La sensación de poder fue reemplazada por una extraña incomodidad. McNulty sintió que su carne comenzaba a transformarse, que su cuerpo ya no le pertenecía. Fue como si las leyes de la materia se deshicieran, como si las fronteras entre lo físico y lo metafísico se desvanecieran. Sus moléculas y átomos comenzaron a descomponerse, y él no pudo hacer nada para detenerlo. La materia que lo conformaba se reducía a sus elementos químicos constituyentes entre oleadas de energía que eran absorbidas por la esfera.
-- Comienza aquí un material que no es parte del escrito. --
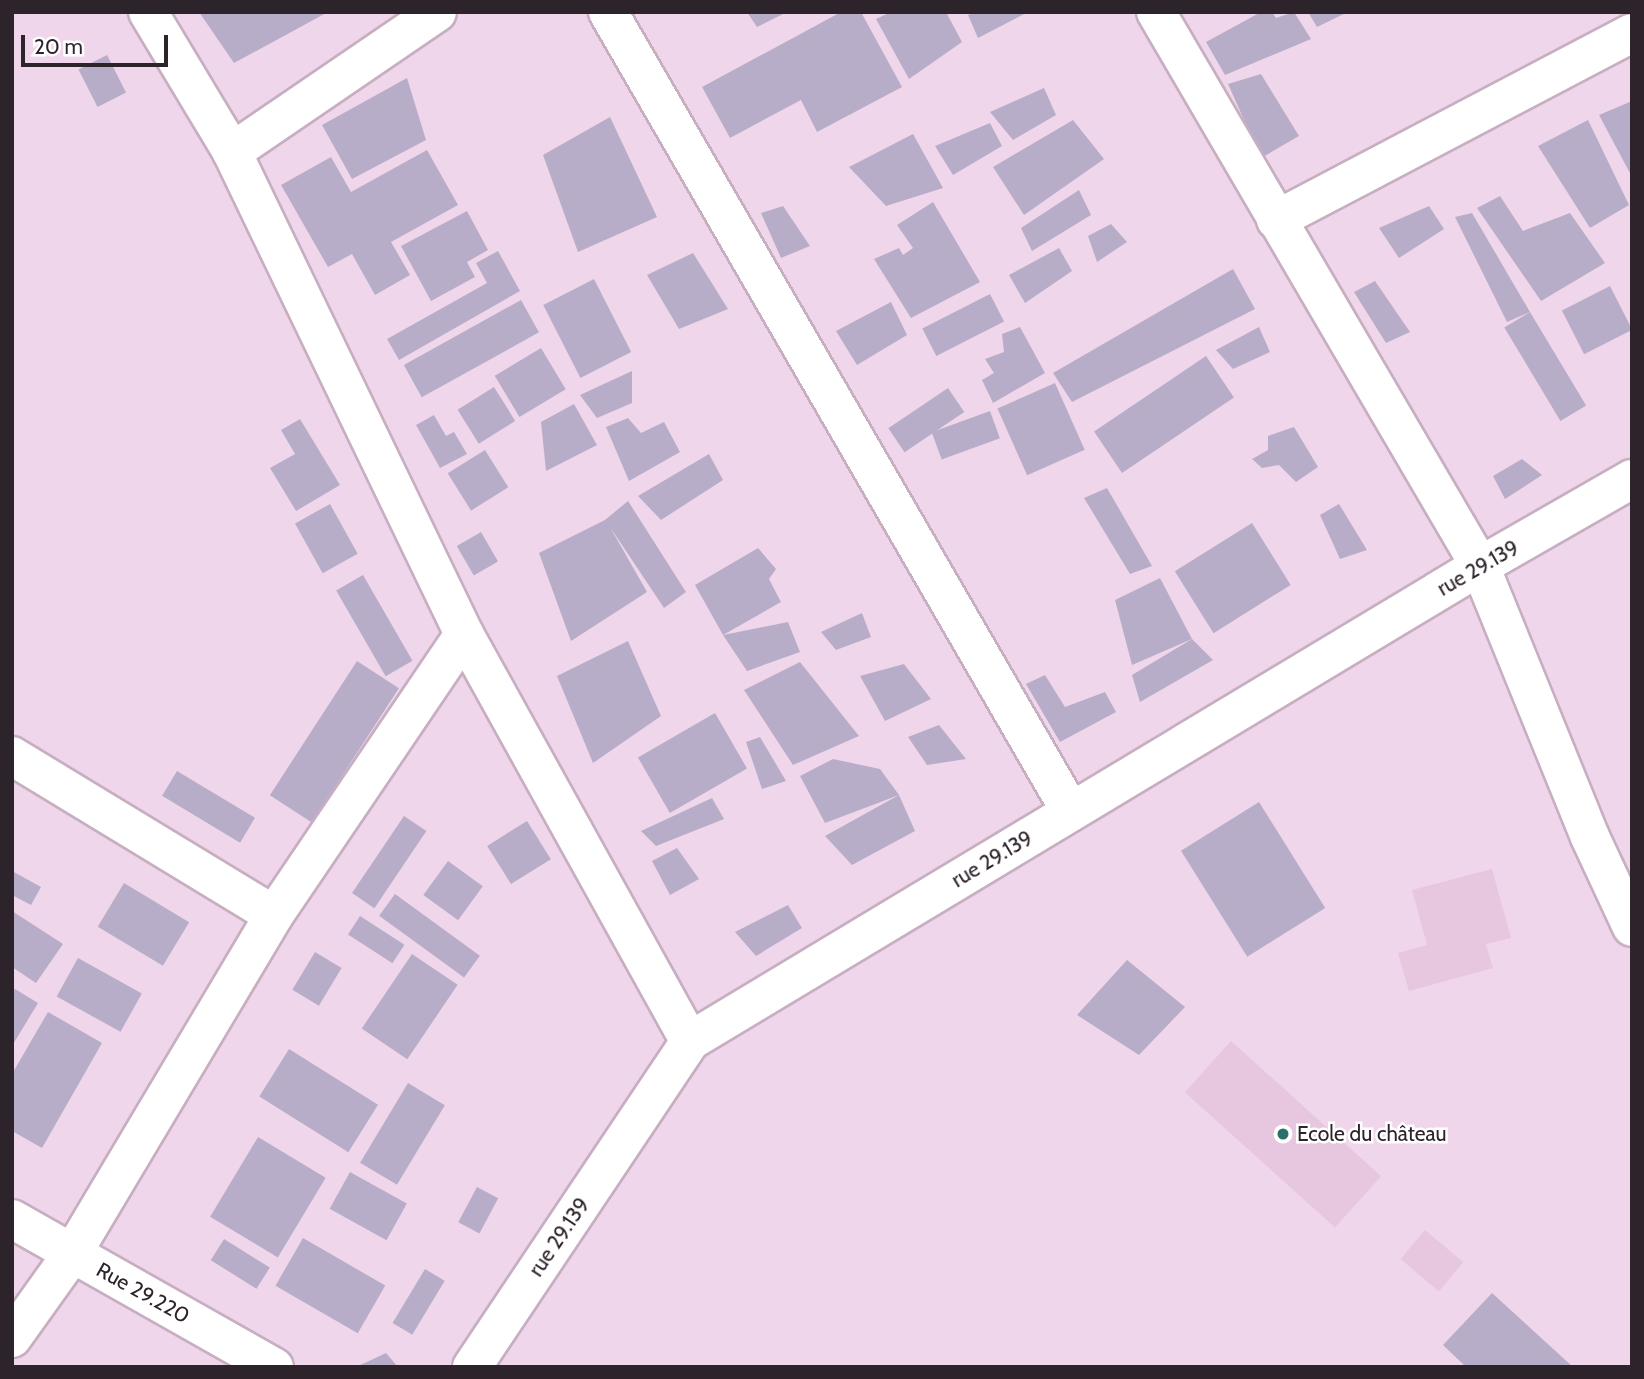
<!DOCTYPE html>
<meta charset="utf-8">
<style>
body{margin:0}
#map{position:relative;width:1644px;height:1379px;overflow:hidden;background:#f0d6ea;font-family:Cabin,sans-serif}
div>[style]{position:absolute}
.built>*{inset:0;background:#e7c7e0;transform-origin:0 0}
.building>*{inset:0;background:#b8adc8;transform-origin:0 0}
.roads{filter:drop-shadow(2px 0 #c7aec1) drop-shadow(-2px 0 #c7aec1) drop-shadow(0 2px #c7aec1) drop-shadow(0 -2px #c7aec1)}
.minor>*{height:38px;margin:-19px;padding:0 19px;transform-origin:19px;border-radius:19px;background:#fff}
.dots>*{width:19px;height:19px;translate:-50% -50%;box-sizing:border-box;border:4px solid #fff;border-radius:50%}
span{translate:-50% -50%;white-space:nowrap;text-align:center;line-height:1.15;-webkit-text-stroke:5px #fff;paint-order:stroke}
.street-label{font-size:21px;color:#2d232b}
.poi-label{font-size:21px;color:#2d232b}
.left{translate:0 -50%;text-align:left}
.frame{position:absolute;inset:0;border:14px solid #2d232b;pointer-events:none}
.scale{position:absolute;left:21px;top:35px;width:147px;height:32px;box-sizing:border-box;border:4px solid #2d232b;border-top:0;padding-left:9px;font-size:21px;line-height:24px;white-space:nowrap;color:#2d232b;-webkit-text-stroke:5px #fff;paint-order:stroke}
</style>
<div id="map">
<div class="built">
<div style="clip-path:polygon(1492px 869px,1511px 938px,1486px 944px,1493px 968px,1409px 991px,1398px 953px,1427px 945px,1412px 890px)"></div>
<div style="left:1231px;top:1041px;width:202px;height:69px;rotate:42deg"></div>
<div style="left:1425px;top:1230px;width:50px;height:38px;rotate:40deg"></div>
</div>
<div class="building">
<div style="clip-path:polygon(199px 12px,328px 12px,234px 63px)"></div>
<div style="clip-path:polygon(747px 12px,787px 12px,757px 27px)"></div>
<div style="clip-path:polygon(841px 12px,861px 12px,902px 87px,817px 132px,801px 100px,730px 138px,702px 87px)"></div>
<div style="clip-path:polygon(891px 12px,946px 12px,962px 42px,909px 79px,876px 19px)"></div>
<div style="clip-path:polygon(975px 12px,1028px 12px,978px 38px,968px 15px)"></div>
<div style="clip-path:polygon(1261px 12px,1272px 12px,1276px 18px,1294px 12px,1311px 39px,1225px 75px,1206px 42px)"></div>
<div style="clip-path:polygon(1308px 12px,1348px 12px,1317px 27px)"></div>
<div style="left:107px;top:55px;width:42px;height:32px;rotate:63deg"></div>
<div style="clip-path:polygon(1261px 74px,1299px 136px,1261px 158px,1228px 84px)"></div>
<div style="clip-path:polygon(407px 78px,426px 140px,352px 179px,322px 125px)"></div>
<div style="clip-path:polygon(1044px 88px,1056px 115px,1013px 140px,990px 112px)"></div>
<div style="clip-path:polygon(1632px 101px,1632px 177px,1599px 115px)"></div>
<div style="clip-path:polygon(610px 117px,657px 217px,578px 252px,543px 155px)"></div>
<div style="clip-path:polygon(1073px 120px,1104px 159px,1024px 215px,993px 167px)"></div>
<div style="clip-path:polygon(1588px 120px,1629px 205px,1590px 228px,1538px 146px)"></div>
<div style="clip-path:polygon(990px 123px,1002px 146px,953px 175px,935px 146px)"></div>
<div style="clip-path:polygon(913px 134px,943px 188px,886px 206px,849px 167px)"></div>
<div style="clip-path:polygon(427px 150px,458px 205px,391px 242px,410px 275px,375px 295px,352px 254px,328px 267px,281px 185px,331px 157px,351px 192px)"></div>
<div style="clip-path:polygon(1079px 190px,1091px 215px,1032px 251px,1021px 228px)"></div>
<div style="clip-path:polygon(1500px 196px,1523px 231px,1570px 213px,1605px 263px,1541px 301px,1477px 208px)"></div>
<div style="clip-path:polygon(933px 202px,980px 282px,911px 318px,874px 259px,899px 248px,903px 255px,913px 248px,897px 225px)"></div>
<div style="clip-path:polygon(783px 206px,810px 246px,781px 258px,761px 213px)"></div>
<div style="clip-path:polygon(1429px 206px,1444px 229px,1399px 258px,1379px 228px)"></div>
<div style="clip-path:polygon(467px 211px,488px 250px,467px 262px,475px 277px,431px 301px,401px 246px)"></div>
<div style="clip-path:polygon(1472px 213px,1530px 312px,1507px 322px,1455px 217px)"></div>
<div style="clip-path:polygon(1111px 224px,1127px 242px,1097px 262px,1088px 236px)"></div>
<div style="clip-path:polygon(1059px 248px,1072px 271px,1025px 303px,1009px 275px)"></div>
<div style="clip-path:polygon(498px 251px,520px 291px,399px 360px,387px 339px,487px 283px,476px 263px)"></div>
<div style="clip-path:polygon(693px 253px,728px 309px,679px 329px,647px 275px)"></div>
<div style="clip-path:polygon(1233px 269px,1255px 309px,1072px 402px,1053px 373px)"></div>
<div style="left:594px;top:279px;width:82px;height:57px;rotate:63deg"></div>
<div style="clip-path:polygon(1375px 281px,1410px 332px,1386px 343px,1354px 292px)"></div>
<div style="left:1610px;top:286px;width:49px;height:54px;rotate:63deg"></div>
<div style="left:990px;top:294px;width:31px;height:76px;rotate:63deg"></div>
<div style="left:521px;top:300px;width:37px;height:134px;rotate:61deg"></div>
<div style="clip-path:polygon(891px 302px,907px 335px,857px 365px,836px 331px)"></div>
<div style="left:1530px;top:312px;width:109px;height:30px;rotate:59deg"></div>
<div style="clip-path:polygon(1020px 327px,1045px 373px,993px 403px,982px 380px,994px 373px,985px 359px,1004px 352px,1002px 334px)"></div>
<div style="clip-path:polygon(1259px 327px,1270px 352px,1233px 369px,1216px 350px)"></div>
<div style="left:541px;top:348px;width:48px;height:54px;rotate:59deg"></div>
<div style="left:1206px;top:356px;width:50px;height:135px;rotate:56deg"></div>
<div style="clip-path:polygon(632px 371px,632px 403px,597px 418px,580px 395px)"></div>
<div style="left:1055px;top:383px;width:73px;height:63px;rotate:66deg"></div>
<div style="left:494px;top:387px;width:40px;height:43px;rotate:58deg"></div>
<div style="left:948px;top:388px;width:29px;height:72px;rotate:56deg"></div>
<div style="clip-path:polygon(574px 404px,597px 445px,546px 471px,541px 422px)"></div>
<div style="left:990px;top:411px;width:29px;height:62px;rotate:70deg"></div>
<div style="clip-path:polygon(434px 415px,446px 436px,454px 432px,467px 454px,440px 468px,416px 425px)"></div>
<div style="clip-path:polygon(628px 418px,641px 433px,664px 422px,680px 452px,629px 481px,606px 427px)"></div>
<div style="clip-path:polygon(300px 419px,340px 485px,296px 511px,270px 468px,295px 454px,281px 430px)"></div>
<div style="clip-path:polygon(1294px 427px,1318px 467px,1296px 482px,1279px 465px,1262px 468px,1252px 459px,1268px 450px,1268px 436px)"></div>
<div style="left:485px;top:450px;width:44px;height:44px;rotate:58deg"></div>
<div style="clip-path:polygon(709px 454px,723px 480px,661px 520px,638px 496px)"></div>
<div style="clip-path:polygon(1522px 459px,1542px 475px,1505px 499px,1493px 476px)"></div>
<div style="clip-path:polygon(1107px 488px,1152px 566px,1130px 574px,1084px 498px)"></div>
<div style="clip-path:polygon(628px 501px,686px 592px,664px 608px,610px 527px,647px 592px,571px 641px,539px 553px,605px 520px)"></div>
<div style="left:330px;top:504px;width:57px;height:40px;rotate:61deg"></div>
<div style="clip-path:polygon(1339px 504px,1367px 550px,1340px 559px,1320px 515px)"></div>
<div style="left:1252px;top:523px;width:73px;height:91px;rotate:58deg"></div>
<div style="left:481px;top:532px;width:34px;height:28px;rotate:60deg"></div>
<div style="clip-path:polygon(758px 548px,776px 569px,769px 579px,781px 602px,723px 635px,695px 585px)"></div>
<div style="left:363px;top:575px;width:99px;height:31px;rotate:60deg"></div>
<div style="clip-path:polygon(1160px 578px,1192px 639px,1132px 665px,1115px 600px)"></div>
<div style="clip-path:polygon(862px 613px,871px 637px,836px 650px,821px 632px)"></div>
<div style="clip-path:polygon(788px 622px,800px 652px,747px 671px,723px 635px)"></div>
<div style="clip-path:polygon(1192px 639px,1213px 660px,1140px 702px,1132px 675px)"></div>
<div style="clip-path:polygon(628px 641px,661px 716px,593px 763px,557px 676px)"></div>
<div style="left:357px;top:661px;width:50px;height:160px;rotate:33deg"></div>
<div style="clip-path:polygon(800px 662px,859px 736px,793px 765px,744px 690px)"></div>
<div style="clip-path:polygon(904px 664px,931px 699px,885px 721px,860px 676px)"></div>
<div style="clip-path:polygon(1045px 675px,1065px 707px,1105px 692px,1116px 712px,1060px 742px,1026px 684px)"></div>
<div style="left:715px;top:713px;width:64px;height:89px;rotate:60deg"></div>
<div style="clip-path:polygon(939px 725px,966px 759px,927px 765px,908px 737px)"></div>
<div style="clip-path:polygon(760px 737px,786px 781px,762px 789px,746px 742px)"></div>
<div style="clip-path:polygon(833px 759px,880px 769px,899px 795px,915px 831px,852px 865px,825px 836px,899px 795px,825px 823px,800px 776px)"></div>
<div style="left:177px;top:771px;width:91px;height:29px;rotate:31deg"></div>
<div style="clip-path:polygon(712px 798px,724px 819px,656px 846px,641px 831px)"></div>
<div style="left:1259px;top:802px;width:125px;height:92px;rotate:58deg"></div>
<div style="left:404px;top:816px;width:27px;height:93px;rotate:34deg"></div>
<div style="left:527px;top:821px;width:45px;height:47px;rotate:58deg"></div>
<div style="clip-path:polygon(677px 848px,699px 879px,670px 895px,652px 861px)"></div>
<div style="left:448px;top:861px;width:43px;height:42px;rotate:36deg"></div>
<div style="clip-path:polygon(12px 871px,41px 887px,31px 905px,12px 895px)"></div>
<div style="left:124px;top:883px;width:76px;height:51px;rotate:31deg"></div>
<div style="left:395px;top:894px;width:105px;height:27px;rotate:36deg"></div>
<div style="clip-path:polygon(788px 905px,802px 928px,756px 956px,735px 932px)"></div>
<div style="clip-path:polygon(12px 911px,63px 944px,36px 983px,12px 967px)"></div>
<div style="left:360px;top:916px;width:53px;height:22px;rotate:33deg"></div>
<div style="left:315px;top:952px;width:31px;height:44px;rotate:31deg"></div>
<div style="left:412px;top:954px;width:55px;height:90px;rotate:34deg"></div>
<div style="left:78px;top:958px;width:73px;height:44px;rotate:29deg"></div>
<div style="clip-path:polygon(1127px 960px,1185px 1007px,1139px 1055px,1077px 1015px)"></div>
<div style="clip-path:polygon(15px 989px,38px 1003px,12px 1046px,12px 993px)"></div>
<div style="clip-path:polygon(48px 1012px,102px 1043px,42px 1148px,12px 1131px,12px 1074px)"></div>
<div style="left:289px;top:1049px;width:105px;height:56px;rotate:32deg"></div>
<div style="left:408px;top:1083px;width:43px;height:93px;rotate:31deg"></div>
<div style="left:258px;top:1137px;width:79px;height:93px;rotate:31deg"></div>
<div style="left:350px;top:1172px;width:65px;height:42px;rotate:29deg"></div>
<div style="left:477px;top:1187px;width:24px;height:40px;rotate:28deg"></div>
<div style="left:303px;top:1238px;width:95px;height:55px;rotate:30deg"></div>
<div style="left:224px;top:1239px;width:54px;height:25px;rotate:32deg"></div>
<div style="left:425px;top:1269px;width:23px;height:63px;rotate:31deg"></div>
<div style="clip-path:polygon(1492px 1293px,1573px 1367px,1466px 1367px,1443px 1345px)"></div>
<div style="clip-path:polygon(386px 1353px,398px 1367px,356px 1367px)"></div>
</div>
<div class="roads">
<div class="minor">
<div style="left:148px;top:12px;width:163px;rotate:59deg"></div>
<div style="left:232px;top:152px;width:535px;rotate:64.3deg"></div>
<div style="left:464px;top:634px;width:466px;rotate:61deg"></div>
<div style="left:608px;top:12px;width:924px;rotate:59.94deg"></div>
<div style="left:1156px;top:12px;width:642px;rotate:59.68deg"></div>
<div style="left:1480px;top:566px;width:292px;rotate:67.9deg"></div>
<div style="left:1590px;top:837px;width:99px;rotate:65deg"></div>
<div style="left:232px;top:152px;width:248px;rotate:-34.3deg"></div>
<div style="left:1276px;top:220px;width:402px;rotate:-27.7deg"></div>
<div style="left:12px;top:756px;width:306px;rotate:31.3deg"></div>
<div style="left:12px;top:1219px;width:301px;rotate:29.5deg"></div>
<div style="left:12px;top:1338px;width:103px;rotate:-54.5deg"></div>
<div style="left:72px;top:1254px;width:395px;rotate:-59.2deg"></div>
<div style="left:274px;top:915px;width:339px;rotate:-55.9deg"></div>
<div style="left:472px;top:1367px;width:392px;rotate:-56.2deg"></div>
<div style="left:690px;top:1041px;width:922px;rotate:-31.02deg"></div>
<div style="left:1480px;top:566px;width:175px;rotate:-29.8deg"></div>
</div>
</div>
<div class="dots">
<div style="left:1283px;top:1134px;background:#287069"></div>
</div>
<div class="street-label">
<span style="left:1478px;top:568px;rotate:-30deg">rue 29.139</span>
<span style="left:992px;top:859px;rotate:-31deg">rue 29.139</span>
<span style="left:559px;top:1237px;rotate:-56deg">rue 29.139</span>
<span style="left:143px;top:1293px;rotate:29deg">Rue 29.220</span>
</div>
<div class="poi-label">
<span class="left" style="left:1297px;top:1134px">Ecole du château</span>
</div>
<div class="frame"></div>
<div class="scale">20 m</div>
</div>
Lo que había comenzado como una epifanía de conocimiento, una ascensión hacia un entendimiento cósmico, pronto se transformó en una tortura indescriptible. El dolor era tan vasto como el espacio mismo, como si todo su ser estuviera siendo descompuesto y recompuesto una y otra vez. El hombre que había sido Duncan McNulty ya no existía, solo quedaba la consciencia, un fragmento aislado que se resistía a la disolución final de su ser, fué una resistencia inútil y McNulty quedó reducido a poco menos de un montón de materia informe.
El artefacto comenzó a desactivarse, sintiendo una extraña decepción. No había sido diseñado para esta tarea y se había sentido obligado a cumplir una misión repulsiva. Sus sistemas comenzaron a rastrear el papiro, analizando los símbolos con precisión. Pronto se dio cuenta de que este papiro no era una copia fiel del original creado hacía eones, sino una interpretación distorsionada. El artefacto no necesitaba «dignidad» o «poder»; requería algo mucho más profundo: empatía, incertidumbre, piedad, cualidades ausentes en el ser que lo había activado. Con una exactitud inexorable, corrigió el error en su origen. Más allá del tiempo y del espacio, el artefacto ajustó el texto en el marco temporal apropiado. Ahora, cualquier traductor podría captar los matices que habían sido pasados por alto en la línea temporal que acababa de extinguirse. Después de todo, sus creadores le habían dado un propósito claro: ayudar a aquellos verdaderamente dignos de ello. Todo el proceso duró apenas unos instantes. Luego, de regreso a su letargo, el artefacto distribuyó nuevamente las localizaciones de los elementos necesarios para su activación. Aún quedaba tiempo en la Tierra. Paciente, esperaría a que su mecanismo de salto se reactivase, dando inicio a un nuevo ciclo.